### Task requirements
Among the entries, how many lines hold the word "stream"? Respond with that number only.

--- Data records Enclosed Below ---

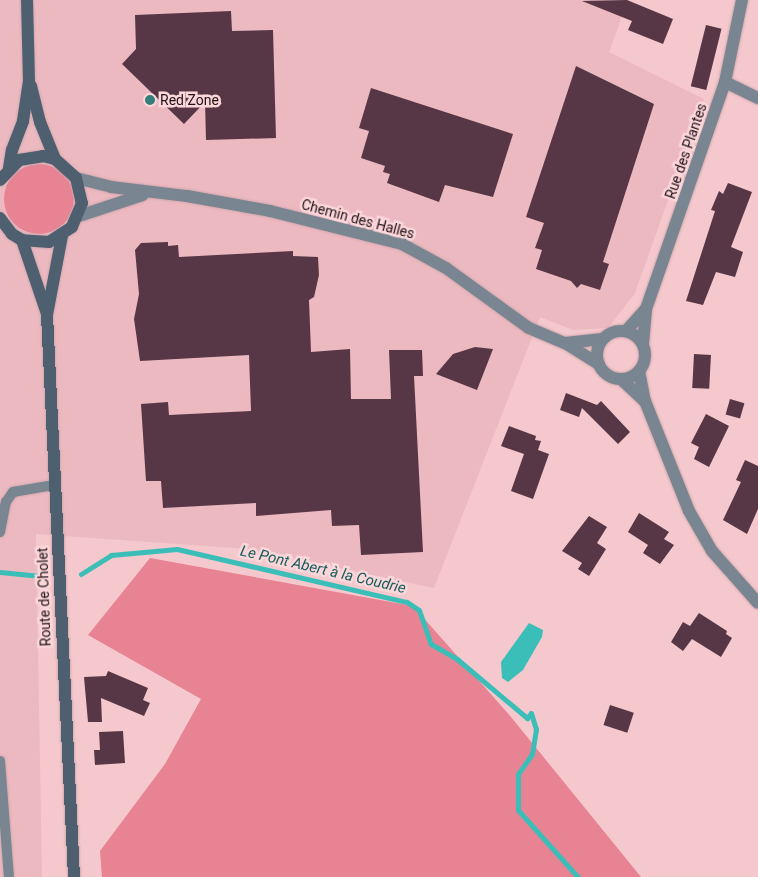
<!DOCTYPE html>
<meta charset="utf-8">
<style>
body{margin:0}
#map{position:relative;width:758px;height:877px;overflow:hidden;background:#f4c8cd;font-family:Roboto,sans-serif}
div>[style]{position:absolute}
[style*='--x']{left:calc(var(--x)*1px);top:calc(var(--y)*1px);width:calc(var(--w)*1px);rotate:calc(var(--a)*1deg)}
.built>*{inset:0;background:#ecb9c0}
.green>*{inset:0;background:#e78393}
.round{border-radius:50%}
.water>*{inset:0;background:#3cbeb8}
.stream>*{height:5px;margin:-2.5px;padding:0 2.5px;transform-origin:2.5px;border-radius:2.5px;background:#3cbeb8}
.building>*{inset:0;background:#573746;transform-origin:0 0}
.roads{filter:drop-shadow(0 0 1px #cea7ac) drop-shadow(0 0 1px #cea7ac)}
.service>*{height:10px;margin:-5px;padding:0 5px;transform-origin:5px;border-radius:5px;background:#798591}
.minor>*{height:12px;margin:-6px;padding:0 6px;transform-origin:6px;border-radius:6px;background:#798591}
.minor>.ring{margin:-6px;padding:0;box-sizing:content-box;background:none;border:12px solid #798591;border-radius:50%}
.secondary>*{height:12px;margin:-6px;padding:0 6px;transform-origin:6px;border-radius:6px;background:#4e5f70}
.dots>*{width:14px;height:14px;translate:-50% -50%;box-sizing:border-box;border:2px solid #fbd7db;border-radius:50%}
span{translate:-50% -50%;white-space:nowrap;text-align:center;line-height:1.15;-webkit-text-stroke:5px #fbd7db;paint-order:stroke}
.poi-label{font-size:14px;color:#211215}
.left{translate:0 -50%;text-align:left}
.street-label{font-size:14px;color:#211215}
.water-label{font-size:15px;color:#155d59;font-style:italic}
</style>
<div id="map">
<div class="built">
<div style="clip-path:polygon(0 0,628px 0,609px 52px,704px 99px,635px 293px,608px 328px,573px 330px,540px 317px,434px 588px,249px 549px,36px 534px,42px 877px,0 877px)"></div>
</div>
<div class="green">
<div class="round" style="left:4px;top:164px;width:70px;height:70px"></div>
<div style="clip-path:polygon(150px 558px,413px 606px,511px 717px,641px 877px,102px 877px,100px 851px,165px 764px,201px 699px,88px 635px)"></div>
</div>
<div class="water">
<div style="clip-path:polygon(529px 623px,543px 630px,542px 637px,523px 670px,508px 682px,502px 678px,501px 662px)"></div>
</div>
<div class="stream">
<div style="--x:0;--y:572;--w:41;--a:5.6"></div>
<div style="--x:81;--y:574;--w:36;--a:-32"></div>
<div style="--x:111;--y:555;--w:66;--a:-5.2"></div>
<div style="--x:177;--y:549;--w:236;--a:13"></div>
<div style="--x:407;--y:602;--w:14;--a:34"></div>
<div style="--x:419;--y:610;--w:36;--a:71"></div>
<div style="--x:431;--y:644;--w:30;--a:30"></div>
<div style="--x:457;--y:659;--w:92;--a:40.1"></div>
<div style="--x:527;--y:718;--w:6;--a:-51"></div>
<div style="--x:531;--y:713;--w:17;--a:73"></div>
<div style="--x:536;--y:729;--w:25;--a:99"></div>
<div style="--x:532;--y:754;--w:24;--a:125"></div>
<div style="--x:518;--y:774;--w:36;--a:90"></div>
<div style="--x:518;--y:810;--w:90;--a:48.2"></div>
</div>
<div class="building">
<div style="clip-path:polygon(627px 0,673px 19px,663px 44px,628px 30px,632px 21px,582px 1px)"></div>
<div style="clip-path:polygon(231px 11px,232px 31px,273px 30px,276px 138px,206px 140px,205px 102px,184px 124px,122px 64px,136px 49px,135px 15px)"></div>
<div style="left:706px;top:25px;width:16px;height:63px;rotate:14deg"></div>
<div style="clip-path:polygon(576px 66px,654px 104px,603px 262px,609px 264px,600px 290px,581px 284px,577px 288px,571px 281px,536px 269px,542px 250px,535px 248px,544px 223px,526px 217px)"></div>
<div style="clip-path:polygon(371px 88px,513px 134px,493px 197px,445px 185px,439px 202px,387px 183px,390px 174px,383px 172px,385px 166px,361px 158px,369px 131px,359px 128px)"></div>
<div style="clip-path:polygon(728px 183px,752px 192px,731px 247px,743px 252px,735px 277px,716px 272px,703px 305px,686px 301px,715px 211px,711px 210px,719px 191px,723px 194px)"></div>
<div style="clip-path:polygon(168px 242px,168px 246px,178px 245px,179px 257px,293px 251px,293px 256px,318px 257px,319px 275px,314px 297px,309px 300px,311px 352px,350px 349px,351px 399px,391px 399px,389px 350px,422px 350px,423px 376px,414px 376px,423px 552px,361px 555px,359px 525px,332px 526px,331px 510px,256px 516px,256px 503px,163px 508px,161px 481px,146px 481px,141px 404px,168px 402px,169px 415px,251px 411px,249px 355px,140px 361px,134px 319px,139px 294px,135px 250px,141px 243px)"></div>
<div style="clip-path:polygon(475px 347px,493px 349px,477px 390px,436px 374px,453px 354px)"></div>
<div style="left:694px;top:354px;width:17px;height:34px;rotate:3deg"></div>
<div style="clip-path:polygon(566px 393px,597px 405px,601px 401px,630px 432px,618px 444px,582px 408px,579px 417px,560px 410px)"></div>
<div style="left:730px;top:399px;width:15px;height:16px;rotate:16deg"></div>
<div style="clip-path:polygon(706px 414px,729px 426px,709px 467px,694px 459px,699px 447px,691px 443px)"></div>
<div style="clip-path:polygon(509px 426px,536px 436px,535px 440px,541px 441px,538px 450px,549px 454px,533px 499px,511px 491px,524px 454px,501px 446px)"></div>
<div style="clip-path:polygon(745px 460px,758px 466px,758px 509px,747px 534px,723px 520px,741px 482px,736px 480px)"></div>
<div style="clip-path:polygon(639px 513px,669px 532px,664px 539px,674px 545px,660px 564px,643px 553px,648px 545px,628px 532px)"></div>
<div style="clip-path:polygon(589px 516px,607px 527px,597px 543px,606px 549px,589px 576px,578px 569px,582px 563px,562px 551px)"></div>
<div style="clip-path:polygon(699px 613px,727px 631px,726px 634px,732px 638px,721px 657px,692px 639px,683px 651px,671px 642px,683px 622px,690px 626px)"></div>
<div style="clip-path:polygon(108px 671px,148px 688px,143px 700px,150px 703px,144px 716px,101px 698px,102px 722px,88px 722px,84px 677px,106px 676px)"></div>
<div style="left:610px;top:705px;width:25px;height:21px;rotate:18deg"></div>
<div style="clip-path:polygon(123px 731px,125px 763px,95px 765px,94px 750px,100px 750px,99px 732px)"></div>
</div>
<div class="roads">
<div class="service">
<div style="--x:0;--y:532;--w:31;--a:-79"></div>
<div style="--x:6;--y:502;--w:12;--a:-55"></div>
<div style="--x:13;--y:492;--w:42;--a:-9.7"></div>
<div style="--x:0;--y:761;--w:116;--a:85.6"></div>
</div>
<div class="minor">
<div style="--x:725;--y:82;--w:37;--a:26"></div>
<div style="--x:76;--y:178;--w:36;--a:14"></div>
<div style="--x:111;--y:187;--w:77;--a:6.8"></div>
<div style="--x:187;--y:196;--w:84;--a:10.2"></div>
<div style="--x:270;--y:211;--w:136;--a:14"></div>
<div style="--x:402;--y:244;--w:50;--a:28.6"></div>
<div style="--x:446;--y:268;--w:102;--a:35.9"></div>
<div style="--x:529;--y:328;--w:39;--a:23"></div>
<div style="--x:565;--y:343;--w:40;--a:32"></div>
<div style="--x:79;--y:216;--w:67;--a:-18.2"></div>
<div style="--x:626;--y:331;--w:30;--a:-48"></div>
<div class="ring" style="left:597px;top:331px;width:36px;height:36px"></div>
<div style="--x:565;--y:343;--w:38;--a:-6"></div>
<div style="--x:643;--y:344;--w:35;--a:-85"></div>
<div style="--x:646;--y:309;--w:240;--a:-70.8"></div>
<div style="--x:725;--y:82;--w:84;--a:-78.3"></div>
<div style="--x:639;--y:371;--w:31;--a:79"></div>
<div style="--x:645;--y:401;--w:118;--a:68.2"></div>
<div style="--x:689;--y:511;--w:46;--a:60.1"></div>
<div style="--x:712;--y:551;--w:69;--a:48.5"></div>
<div style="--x:621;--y:379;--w:33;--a:43"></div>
</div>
<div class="secondary">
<div style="--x:31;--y:86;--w:37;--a:76"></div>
<div style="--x:40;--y:122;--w:40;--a:68"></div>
<div style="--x:9;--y:168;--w:18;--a:-81"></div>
<div style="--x:12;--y:150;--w:31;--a:-69"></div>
<div style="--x:23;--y:121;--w:40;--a:-81.5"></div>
<div style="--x:29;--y:81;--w:81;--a:-91.4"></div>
<div style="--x:0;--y:180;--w:28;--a:-46"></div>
<div style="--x:19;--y:160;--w:24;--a:-9"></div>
<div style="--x:43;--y:156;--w:12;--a:14"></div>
<div style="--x:55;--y:159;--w:28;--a:42"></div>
<div style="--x:76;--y:178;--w:26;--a:77"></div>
<div style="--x:82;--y:203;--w:26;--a:113"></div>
<div style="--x:72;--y:227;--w:27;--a:147"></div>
<div style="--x:49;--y:242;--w:27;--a:-176"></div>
<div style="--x:22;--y:240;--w:12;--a:-149"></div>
<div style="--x:12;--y:234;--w:20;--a:-127"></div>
<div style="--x:62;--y:236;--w:80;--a:100.8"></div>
<div style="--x:47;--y:315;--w:563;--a:87.25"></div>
<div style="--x:22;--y:240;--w:75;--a:71.3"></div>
</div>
</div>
<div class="dots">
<div style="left:150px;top:100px;background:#347d79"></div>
</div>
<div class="poi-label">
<span class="left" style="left:160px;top:100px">Red Zone</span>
</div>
<div class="street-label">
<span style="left:686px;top:151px;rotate:-71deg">Rue des Plantes</span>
<span style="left:358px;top:219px;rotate:15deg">Chemin des Halles</span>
<span style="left:44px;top:597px;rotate:-92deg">Route de Cholet</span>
</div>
<div class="water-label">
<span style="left:323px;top:570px;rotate:13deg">Le Pont Abert à la Coudrie</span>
</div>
</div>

--- End of Enclosed Data records ---

### Result below
2